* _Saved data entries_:
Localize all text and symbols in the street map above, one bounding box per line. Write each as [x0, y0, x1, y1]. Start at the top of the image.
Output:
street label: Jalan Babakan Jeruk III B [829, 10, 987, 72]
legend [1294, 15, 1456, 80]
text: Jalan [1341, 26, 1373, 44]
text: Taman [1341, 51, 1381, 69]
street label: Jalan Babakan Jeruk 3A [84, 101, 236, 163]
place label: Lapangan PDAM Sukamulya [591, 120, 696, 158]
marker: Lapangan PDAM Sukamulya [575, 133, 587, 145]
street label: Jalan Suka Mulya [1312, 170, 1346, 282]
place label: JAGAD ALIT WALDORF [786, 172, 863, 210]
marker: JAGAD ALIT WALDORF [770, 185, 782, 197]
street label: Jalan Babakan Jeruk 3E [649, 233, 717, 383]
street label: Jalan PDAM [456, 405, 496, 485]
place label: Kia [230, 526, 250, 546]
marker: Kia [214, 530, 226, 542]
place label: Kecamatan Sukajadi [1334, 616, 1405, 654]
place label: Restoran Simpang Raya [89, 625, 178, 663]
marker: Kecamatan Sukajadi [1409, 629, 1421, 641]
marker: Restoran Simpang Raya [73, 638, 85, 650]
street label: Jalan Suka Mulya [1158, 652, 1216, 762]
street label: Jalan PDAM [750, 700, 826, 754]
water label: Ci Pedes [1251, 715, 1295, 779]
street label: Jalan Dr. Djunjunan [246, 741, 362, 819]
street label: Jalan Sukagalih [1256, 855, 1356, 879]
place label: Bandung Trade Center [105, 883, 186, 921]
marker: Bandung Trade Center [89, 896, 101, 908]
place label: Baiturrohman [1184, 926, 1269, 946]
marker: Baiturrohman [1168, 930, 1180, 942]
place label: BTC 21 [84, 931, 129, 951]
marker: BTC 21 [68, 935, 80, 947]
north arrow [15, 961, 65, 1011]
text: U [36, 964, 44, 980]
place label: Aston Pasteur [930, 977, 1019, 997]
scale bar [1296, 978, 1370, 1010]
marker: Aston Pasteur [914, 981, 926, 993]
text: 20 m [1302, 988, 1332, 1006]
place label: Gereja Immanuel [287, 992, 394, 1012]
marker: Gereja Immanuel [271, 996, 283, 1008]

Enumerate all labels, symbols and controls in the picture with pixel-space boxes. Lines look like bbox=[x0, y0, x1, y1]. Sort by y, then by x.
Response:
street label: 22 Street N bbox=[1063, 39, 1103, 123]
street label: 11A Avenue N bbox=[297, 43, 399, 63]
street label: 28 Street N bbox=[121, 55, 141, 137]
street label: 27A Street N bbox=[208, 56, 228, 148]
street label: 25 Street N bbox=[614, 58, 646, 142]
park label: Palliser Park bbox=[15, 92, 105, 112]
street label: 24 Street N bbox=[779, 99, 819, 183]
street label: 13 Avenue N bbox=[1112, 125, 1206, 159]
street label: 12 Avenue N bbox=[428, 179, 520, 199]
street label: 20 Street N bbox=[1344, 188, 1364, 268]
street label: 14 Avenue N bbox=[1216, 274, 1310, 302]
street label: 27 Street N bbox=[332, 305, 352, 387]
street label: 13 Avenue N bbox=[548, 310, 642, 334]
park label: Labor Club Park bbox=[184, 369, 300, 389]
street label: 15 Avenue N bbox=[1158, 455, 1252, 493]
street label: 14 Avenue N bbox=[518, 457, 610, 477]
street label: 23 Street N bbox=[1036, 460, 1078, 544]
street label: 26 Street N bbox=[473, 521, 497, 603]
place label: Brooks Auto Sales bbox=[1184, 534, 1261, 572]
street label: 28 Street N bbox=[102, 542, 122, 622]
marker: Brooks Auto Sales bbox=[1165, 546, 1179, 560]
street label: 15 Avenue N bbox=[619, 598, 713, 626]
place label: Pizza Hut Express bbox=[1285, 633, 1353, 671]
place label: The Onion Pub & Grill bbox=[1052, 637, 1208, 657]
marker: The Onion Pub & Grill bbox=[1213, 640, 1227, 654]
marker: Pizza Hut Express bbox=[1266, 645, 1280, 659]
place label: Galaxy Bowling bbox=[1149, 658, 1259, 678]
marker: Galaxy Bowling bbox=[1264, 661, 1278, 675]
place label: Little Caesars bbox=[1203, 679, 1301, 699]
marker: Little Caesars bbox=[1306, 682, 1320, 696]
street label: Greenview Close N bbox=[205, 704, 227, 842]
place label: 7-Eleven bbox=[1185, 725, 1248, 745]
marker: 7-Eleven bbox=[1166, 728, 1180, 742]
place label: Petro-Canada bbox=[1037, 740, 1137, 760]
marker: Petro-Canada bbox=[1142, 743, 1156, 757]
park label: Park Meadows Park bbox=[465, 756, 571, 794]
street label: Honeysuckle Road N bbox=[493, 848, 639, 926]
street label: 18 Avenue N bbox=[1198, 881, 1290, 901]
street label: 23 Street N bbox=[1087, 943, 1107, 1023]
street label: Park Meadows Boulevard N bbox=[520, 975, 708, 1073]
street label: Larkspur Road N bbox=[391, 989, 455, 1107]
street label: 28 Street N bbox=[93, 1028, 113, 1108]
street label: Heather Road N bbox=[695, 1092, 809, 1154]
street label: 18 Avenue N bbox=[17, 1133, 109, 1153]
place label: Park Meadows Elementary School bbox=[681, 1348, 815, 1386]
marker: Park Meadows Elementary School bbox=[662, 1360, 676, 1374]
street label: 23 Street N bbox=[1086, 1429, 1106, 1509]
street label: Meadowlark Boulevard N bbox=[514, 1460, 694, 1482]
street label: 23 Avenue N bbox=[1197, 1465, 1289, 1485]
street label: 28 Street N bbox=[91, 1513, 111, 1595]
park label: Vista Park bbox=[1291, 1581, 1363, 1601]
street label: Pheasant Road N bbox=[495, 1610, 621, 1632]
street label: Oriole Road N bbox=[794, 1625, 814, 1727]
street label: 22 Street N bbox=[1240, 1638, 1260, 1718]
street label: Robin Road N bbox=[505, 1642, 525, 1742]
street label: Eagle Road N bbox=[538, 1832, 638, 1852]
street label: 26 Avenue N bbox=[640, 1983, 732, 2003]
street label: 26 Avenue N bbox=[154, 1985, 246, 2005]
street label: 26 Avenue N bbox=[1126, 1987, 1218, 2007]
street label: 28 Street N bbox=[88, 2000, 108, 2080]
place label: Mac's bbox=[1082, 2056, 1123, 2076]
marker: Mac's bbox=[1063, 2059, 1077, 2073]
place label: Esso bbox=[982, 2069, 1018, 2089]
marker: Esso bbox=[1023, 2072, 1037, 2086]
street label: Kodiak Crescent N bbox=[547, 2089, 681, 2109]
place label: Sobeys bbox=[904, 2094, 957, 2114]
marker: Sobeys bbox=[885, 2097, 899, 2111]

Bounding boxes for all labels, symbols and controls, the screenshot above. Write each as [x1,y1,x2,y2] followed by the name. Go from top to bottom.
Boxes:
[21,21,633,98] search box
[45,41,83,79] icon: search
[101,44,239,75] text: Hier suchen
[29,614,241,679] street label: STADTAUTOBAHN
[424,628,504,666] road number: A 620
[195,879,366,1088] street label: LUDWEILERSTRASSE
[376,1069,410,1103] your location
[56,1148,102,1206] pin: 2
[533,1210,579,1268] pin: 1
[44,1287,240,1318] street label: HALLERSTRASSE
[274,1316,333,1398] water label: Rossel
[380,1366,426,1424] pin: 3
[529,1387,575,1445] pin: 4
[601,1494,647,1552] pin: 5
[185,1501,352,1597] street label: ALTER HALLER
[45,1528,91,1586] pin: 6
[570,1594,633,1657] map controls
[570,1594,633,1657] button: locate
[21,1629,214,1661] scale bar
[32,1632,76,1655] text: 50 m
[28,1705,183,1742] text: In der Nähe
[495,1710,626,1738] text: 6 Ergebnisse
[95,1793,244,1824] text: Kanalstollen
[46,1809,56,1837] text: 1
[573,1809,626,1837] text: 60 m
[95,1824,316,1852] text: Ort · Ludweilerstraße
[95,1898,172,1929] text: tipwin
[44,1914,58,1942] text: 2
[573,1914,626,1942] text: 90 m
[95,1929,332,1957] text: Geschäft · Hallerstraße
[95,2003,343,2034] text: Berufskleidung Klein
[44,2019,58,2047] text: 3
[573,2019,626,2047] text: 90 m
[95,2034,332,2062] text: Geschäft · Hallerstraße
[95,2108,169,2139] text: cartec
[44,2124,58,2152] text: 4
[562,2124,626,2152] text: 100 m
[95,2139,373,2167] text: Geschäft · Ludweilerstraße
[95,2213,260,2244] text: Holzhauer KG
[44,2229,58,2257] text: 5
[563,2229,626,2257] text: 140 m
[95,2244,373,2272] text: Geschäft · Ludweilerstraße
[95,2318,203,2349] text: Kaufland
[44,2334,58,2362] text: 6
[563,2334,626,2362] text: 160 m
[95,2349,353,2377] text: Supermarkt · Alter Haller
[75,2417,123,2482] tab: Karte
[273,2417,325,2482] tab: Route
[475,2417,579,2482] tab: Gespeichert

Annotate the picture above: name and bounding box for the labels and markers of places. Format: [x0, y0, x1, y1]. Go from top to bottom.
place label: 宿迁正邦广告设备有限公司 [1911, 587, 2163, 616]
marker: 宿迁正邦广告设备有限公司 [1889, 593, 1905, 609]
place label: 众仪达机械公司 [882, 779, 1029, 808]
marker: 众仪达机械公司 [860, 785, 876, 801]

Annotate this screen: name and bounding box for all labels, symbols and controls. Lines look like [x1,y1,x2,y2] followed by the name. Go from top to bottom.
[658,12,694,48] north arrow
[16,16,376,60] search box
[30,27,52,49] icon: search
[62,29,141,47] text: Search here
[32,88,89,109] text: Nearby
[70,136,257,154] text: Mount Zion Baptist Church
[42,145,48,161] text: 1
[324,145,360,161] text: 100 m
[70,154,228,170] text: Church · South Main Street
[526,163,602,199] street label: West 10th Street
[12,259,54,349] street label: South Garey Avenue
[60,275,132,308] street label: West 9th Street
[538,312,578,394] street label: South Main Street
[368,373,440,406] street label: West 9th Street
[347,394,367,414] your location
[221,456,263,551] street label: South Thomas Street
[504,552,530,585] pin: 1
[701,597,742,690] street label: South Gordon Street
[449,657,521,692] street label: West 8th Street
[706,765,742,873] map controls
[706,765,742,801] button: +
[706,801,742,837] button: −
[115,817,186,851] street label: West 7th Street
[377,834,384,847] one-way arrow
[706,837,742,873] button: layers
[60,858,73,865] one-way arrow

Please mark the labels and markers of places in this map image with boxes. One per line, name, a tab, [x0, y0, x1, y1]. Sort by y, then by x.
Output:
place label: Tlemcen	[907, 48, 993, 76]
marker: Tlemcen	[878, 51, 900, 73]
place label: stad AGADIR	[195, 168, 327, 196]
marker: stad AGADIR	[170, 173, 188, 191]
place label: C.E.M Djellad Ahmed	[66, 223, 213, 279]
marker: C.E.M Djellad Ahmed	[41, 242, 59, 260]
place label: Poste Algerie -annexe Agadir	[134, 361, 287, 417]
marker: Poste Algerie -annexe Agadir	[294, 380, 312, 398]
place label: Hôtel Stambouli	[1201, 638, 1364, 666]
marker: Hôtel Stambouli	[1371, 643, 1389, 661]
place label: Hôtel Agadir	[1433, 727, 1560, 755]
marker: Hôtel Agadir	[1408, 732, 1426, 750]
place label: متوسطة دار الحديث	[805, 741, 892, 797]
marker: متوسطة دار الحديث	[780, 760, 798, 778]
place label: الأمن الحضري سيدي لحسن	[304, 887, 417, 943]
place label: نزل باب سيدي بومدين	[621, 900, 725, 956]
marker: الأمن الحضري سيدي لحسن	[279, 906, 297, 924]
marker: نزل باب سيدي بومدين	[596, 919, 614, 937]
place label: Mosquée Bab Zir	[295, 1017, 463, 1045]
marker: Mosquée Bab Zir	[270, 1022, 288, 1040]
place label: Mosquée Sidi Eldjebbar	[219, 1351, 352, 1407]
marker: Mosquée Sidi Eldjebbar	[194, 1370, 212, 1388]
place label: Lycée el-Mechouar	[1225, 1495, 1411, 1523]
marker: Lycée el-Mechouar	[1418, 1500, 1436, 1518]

* _TRY IT_: Bring together each line above where the string "South" turns up.

* _YOUR SOLUTION_:
[70,154,228,170] text: Church · South Main Street
[12,259,54,349] street label: South Garey Avenue
[538,312,578,394] street label: South Main Street
[221,456,263,551] street label: South Thomas Street
[701,597,742,690] street label: South Gordon Street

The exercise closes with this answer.